We acknowledge that there are limitations to this study. This was a pilot study that examined a small number of hospitals. Data collection in some hospitals may have been incomplete and some inaccuracies in retrospective audits are inevitable. However, when checked by the external auditor, the reproducibility of the data was reasonably good. Some centres contributed larger numbers to the study than others, thereby weighting the results. The level of analysis reflects the nature of this pilot and, within a national audit, a more detailed interrogation of within and between hospital variation within the data set will need to be undertaken. Notwithstanding these limitations, the data provided here show consistency and face validity.

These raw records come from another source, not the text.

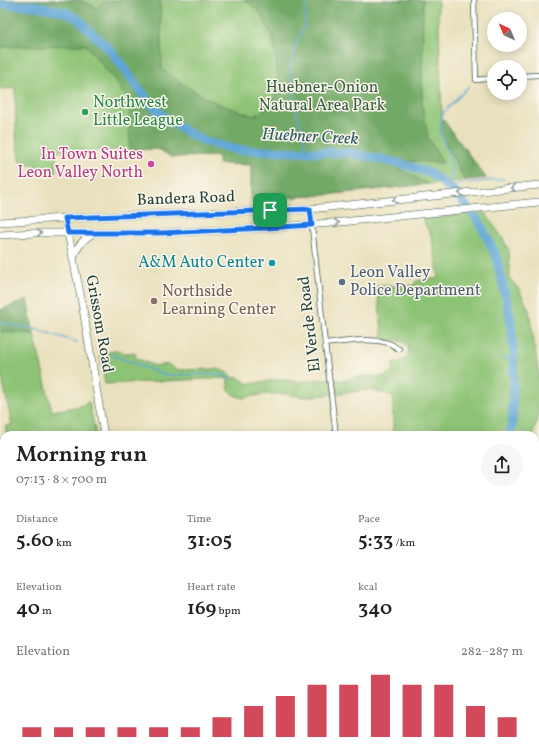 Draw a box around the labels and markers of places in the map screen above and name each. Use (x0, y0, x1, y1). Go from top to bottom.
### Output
place label: Northwest Little League (93, 92, 183, 132)
marker: Northwest Little League (80, 107, 90, 117)
place label: In Town Suites Leon Valley North (18, 144, 143, 184)
marker: In Town Suites Leon Valley North (146, 159, 156, 169)
pin (253, 193, 287, 227)
place label: A&M Auto Center (138, 252, 264, 274)
marker: A&M Auto Center (267, 258, 277, 268)
place label: Leon Valley Police Department (350, 262, 481, 302)
marker: Leon Valley Police Department (337, 277, 347, 287)
place label: Northside Learning Center (162, 281, 276, 321)
marker: Northside Learning Center (149, 296, 159, 306)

Hospital type and size were related in this pilot, with fewer doctors allocated to medical care per 10 COPD admissions and less than 45% of patients allocated to care by specialist respiratory physicians. Availability of more doctors and specialist care were associated with better outcome. While these individual resources are not necessarily the reason for improved outcome, they are an indicator of the more complex organisational and resource issues that constitute a teaching hospital. Donabedian11 described the three linked components that audit should address—organisation of care, processes of care, and outcome—and suggested that good organisation leads to better process and then to better outcomes. The national audits of stroke care have shown that better organisation is linked to better process,12 and improving the “time to needle” for myocardial infarction thrombolysis is driving better organisation/resources for patients arriving at hospital and dramatic improvements have been achieved.13

This pilot study suggests that some of the observed variance in mortality between hospitals may be due to organisational factors that are within the control of the health service. We conclude that this finding is of sufficient importance to warrant further investigation as part of a proposed national audit of the acute care of COPD.